A clear chain of communication helps team members know who to go to for what. When a site crew member needs clarification on a task, they go to the superintendent or project engineer, not directly to you. When a subcontractor has a scheduling conflict, there’s a defined path for escalation.
This isn’t about creating bureaucracy. It’s about making sure questions reach someone who can actually answer them quickly, rather than bouncing around until they land in your inbox three days later.
Document the chain for each project. Make it visible during kickoff meetings and post it where people can reference it. When someone asks you a question that should have gone to someone else, redirect them once and remind them of the structure. After a few weeks, the pattern sticks.
The goal is that you hear about problems that need your attention, not every problem. Your superintendent should be able to resolve site-level issues without waiting for you to check your phone between meetings. Your project engineer should be empowered to answer technical questions without routing everything through you first.
A clear chain also helps when you’re not available. If you’re stuck in an owner meeting for two hours, work doesn’t stop. People know who else can make decisions in your absence, and small issues get handled before they become schedule impacts.
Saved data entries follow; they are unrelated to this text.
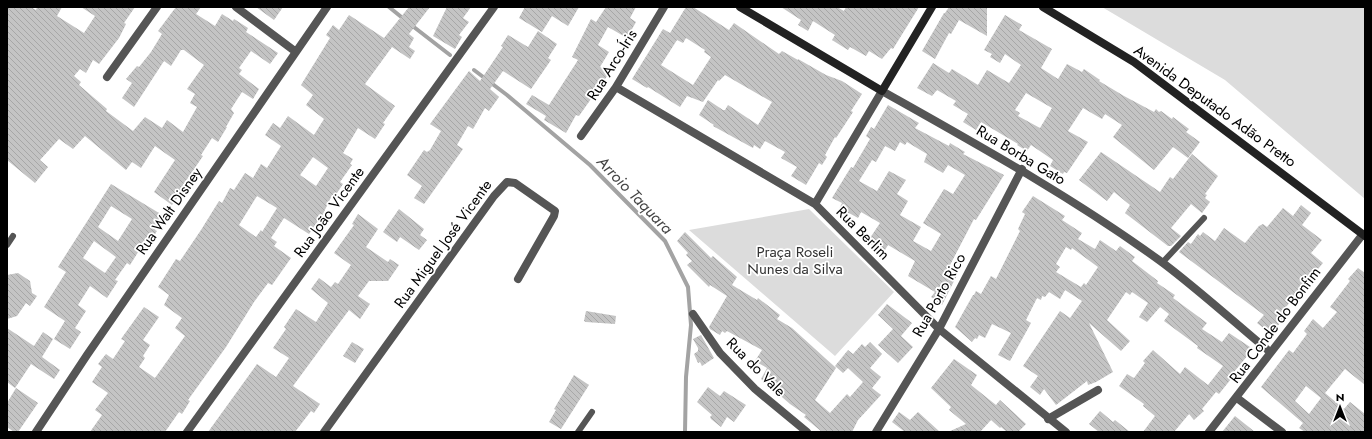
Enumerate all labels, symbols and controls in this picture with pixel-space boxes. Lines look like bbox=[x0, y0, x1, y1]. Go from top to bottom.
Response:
street label: Rua Arco-Íris bbox=[581, 25, 643, 105]
street label: Avenida Deputado Adão Pretto bbox=[1129, 39, 1301, 173]
street label: Rua Borba Gato bbox=[972, 120, 1070, 190]
water label: Arroio Taquara bbox=[591, 150, 678, 239]
street label: Rua Walt Disney bbox=[131, 162, 208, 259]
street label: Rua João Vicente bbox=[288, 162, 370, 262]
street label: Rua Miguel José Vicente bbox=[389, 175, 497, 313]
street label: Rua Berlim bbox=[831, 201, 895, 265]
park label: Praça Roseli Nunes da Silva bbox=[747, 241, 843, 280]
street label: Rua Porto Rico bbox=[907, 249, 971, 341]
street label: Rua Conde do Bonfim bbox=[1224, 262, 1326, 388]
street label: Rua do Vale bbox=[721, 332, 791, 402]
north arrow bbox=[1320, 387, 1360, 427]
text: N bbox=[1336, 389, 1344, 405]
Choose communication channels that actually work on site
Email works fine for office staff. It doesn’t work for someone standing on a scaffold with concrete dust on their hands.
Think about who needs to receive information and what they’ll be doing when it arrives. Field crews need something they can check quickly on a phone. Office staff can handle longer-form updates. Owners and stakeholders may need formal documentation.
Most projects benefit from separating channels by purpose:
- Real-time coordination: Group chat or radio for immediate site issues
- Daily updates: Short-form app or text for shift handoffs and progress notes
- Documentation: Email or project management software for RFIs, submittals, and formal records
- Decisions: Scheduled calls or in-person meetings for anything requiring discussion
The worst outcome is critical information getting lost in a channel nobody checks. If your safety updates go out via email but half your crew never opens email, you don’t have a communication system. You have a documentation trail that nobody reads.
Consistency matters as much as the channel itself. If you switch between texting and email randomly, people miss things. If urgent updates sometimes go in the group chat and sometimes go through the super, people stop trusting any single source. Pick a channel for each type of communication and stick to it.
Ask your field teams what actually works for them. The answer might surprise you. The app you assumed everyone uses might be sitting unopened on their phones while they coordinate through a group text you didn’t know existed.
Make communication two-way
Information flows down easily. Foremen tell crews what to do. PMs tell supers what’s coming. That part works.
The harder part is information flowing up. A crew member notices something off about the soil conditions. An apprentice spots a discrepancy between the drawings and what’s being built. A sub realizes their schedule assumption was wrong three days ago but hasn’t mentioned it.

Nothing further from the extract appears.